_MATERIAL FOR THIS TASK_

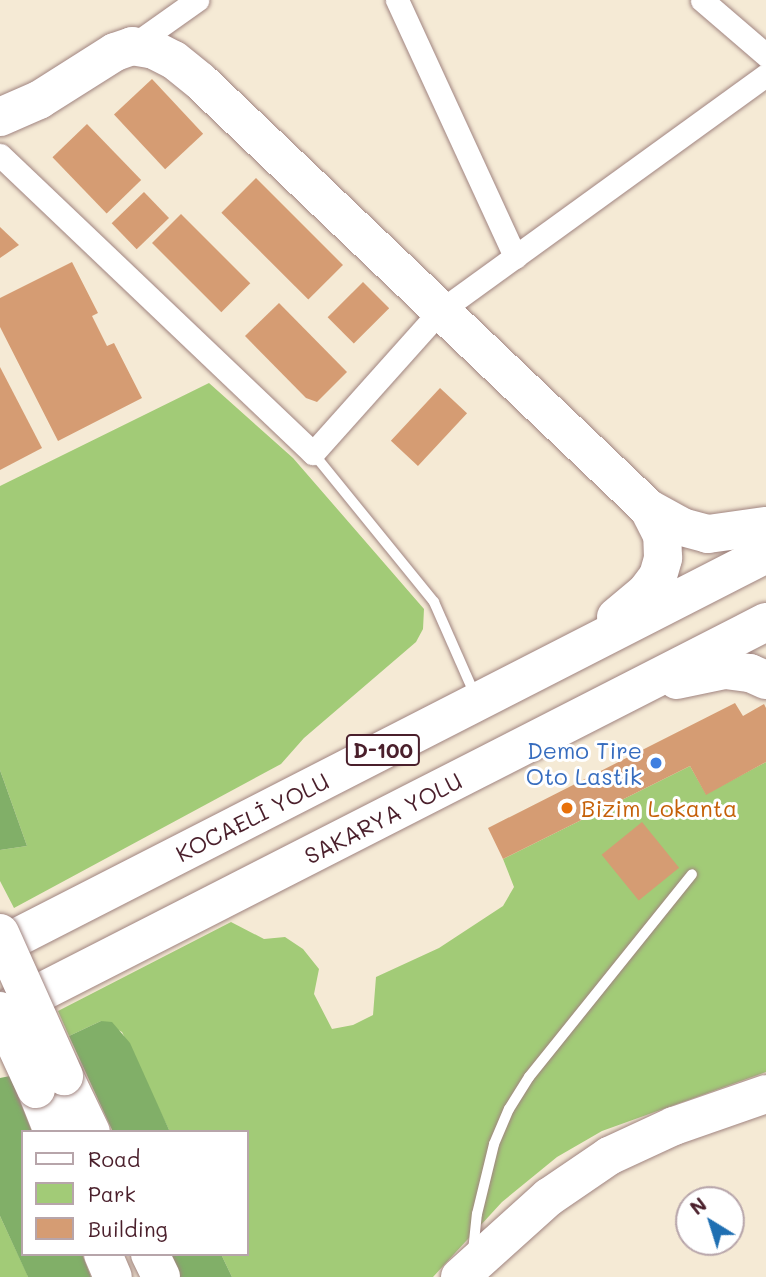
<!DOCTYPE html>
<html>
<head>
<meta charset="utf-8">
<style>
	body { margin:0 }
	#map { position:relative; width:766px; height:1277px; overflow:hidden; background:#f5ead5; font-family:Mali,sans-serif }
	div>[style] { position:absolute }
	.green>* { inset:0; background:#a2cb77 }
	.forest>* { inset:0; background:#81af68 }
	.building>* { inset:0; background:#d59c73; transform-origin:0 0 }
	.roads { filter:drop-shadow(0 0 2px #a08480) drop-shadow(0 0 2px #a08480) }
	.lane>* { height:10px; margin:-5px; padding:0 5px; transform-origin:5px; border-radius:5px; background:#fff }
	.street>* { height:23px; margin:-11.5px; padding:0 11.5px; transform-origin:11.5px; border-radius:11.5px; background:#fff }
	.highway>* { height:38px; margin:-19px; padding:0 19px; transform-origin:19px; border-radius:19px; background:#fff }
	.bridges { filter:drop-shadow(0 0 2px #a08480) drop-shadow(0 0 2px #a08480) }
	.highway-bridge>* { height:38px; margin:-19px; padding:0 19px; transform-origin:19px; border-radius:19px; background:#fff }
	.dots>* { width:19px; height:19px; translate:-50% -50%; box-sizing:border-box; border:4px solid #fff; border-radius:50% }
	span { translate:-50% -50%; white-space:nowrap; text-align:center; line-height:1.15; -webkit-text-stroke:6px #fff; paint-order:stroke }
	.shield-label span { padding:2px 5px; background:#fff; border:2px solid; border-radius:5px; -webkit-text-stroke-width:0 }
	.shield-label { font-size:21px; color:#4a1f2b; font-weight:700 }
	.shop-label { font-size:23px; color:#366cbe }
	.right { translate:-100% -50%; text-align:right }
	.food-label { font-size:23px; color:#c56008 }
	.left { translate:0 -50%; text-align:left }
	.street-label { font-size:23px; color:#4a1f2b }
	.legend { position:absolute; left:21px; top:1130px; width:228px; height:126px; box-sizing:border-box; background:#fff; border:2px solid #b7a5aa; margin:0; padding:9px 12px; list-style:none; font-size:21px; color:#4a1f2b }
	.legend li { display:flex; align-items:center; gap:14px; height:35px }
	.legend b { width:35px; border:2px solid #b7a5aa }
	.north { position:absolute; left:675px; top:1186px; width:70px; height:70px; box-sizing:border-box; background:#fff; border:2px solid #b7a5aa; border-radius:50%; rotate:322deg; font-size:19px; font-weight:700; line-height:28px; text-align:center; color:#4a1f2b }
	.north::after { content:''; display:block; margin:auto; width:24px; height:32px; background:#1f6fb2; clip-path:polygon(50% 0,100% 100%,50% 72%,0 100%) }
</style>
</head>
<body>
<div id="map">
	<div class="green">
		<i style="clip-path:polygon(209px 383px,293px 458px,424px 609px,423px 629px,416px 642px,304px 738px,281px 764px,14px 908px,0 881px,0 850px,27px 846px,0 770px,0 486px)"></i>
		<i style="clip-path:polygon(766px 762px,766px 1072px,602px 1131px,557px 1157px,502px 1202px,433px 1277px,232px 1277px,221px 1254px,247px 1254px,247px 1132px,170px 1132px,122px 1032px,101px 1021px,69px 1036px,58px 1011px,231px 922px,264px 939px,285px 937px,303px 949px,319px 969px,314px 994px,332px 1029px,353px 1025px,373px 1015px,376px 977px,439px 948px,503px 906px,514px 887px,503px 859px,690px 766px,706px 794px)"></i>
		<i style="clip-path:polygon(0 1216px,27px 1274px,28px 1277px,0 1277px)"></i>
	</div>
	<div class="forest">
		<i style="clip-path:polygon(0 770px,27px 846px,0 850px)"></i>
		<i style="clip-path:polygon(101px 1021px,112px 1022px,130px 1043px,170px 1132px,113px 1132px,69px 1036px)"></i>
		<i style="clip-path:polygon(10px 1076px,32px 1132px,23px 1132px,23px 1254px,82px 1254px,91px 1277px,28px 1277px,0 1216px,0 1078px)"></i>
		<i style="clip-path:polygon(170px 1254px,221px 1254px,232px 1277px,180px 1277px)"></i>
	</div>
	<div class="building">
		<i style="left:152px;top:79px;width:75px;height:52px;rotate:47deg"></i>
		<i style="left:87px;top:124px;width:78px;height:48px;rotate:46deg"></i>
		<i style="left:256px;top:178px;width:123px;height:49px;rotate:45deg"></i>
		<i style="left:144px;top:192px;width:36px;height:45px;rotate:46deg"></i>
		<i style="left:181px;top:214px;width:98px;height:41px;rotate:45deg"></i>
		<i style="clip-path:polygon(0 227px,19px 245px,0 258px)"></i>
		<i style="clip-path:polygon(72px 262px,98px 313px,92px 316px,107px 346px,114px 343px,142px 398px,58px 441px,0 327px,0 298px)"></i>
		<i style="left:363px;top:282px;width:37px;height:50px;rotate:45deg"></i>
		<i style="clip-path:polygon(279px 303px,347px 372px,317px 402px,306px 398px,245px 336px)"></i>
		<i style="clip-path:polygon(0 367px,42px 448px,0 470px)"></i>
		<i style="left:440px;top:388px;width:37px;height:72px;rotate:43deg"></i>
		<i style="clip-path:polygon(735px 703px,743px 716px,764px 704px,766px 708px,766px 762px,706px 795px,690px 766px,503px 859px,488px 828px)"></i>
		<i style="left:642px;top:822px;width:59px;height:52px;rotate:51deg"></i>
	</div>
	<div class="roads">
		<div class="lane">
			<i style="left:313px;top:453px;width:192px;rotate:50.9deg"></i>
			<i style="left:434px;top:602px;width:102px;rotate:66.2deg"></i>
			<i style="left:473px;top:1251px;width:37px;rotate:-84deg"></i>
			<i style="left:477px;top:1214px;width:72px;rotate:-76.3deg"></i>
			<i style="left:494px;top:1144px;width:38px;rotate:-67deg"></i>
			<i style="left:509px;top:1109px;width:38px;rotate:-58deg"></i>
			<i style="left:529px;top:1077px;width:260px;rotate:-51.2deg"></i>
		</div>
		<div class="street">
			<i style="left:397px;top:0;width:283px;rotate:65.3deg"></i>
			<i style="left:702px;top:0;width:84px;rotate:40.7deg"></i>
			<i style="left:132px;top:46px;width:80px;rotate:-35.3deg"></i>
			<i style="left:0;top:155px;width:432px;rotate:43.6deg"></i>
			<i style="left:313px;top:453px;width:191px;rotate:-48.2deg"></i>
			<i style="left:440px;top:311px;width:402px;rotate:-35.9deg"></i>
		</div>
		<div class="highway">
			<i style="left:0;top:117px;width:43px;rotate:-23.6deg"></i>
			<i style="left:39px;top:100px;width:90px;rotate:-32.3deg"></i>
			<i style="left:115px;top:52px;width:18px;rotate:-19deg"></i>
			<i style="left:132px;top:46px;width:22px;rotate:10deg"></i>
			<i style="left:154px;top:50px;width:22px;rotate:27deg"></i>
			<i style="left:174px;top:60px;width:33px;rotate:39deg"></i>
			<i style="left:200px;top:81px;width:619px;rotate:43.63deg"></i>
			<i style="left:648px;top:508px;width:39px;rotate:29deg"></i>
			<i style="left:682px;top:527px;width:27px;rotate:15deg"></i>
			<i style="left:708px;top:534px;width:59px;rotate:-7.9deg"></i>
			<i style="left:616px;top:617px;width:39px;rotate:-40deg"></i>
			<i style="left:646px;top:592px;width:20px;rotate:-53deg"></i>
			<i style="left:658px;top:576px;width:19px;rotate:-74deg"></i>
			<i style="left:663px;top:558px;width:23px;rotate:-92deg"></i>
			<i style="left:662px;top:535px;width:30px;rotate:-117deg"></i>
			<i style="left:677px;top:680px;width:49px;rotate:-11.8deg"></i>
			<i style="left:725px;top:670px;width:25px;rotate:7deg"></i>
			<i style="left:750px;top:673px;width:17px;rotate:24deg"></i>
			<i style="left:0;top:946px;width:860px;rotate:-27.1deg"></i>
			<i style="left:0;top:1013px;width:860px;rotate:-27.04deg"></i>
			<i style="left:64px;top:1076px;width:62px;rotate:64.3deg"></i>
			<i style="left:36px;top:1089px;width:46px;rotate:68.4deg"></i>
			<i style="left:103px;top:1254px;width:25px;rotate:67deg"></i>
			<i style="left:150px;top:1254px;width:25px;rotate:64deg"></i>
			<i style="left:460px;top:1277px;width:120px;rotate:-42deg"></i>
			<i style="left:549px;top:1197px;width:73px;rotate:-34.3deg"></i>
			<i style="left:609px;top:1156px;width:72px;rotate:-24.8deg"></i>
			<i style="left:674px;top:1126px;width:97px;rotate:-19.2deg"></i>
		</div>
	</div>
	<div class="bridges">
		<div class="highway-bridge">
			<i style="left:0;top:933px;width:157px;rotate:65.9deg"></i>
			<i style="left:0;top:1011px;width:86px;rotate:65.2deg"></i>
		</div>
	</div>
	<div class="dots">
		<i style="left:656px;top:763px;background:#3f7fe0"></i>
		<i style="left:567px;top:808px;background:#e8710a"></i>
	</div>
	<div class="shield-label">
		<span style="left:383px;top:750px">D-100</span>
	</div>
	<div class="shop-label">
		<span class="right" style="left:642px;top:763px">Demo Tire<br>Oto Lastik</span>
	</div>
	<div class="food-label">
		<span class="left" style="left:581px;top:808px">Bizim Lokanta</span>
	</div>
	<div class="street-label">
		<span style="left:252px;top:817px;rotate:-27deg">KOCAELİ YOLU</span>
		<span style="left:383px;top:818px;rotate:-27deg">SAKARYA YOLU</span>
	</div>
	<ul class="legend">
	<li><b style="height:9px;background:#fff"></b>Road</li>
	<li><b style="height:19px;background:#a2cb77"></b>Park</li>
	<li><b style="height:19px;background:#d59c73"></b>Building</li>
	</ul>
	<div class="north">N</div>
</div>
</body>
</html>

_PROBLEM DESCRIPTION_
Show every line of the data in which the word "stroke" appears.

_RESPONSE BOX_
	span { translate:-50% -50%; white-space:nowrap; text-align:center; line-height:1.15; -webkit-text-stroke:6px #fff; paint-order:stroke }
	.shield-label span { padding:2px 5px; background:#fff; border:2px solid; border-radius:5px; -webkit-text-stroke-width:0 }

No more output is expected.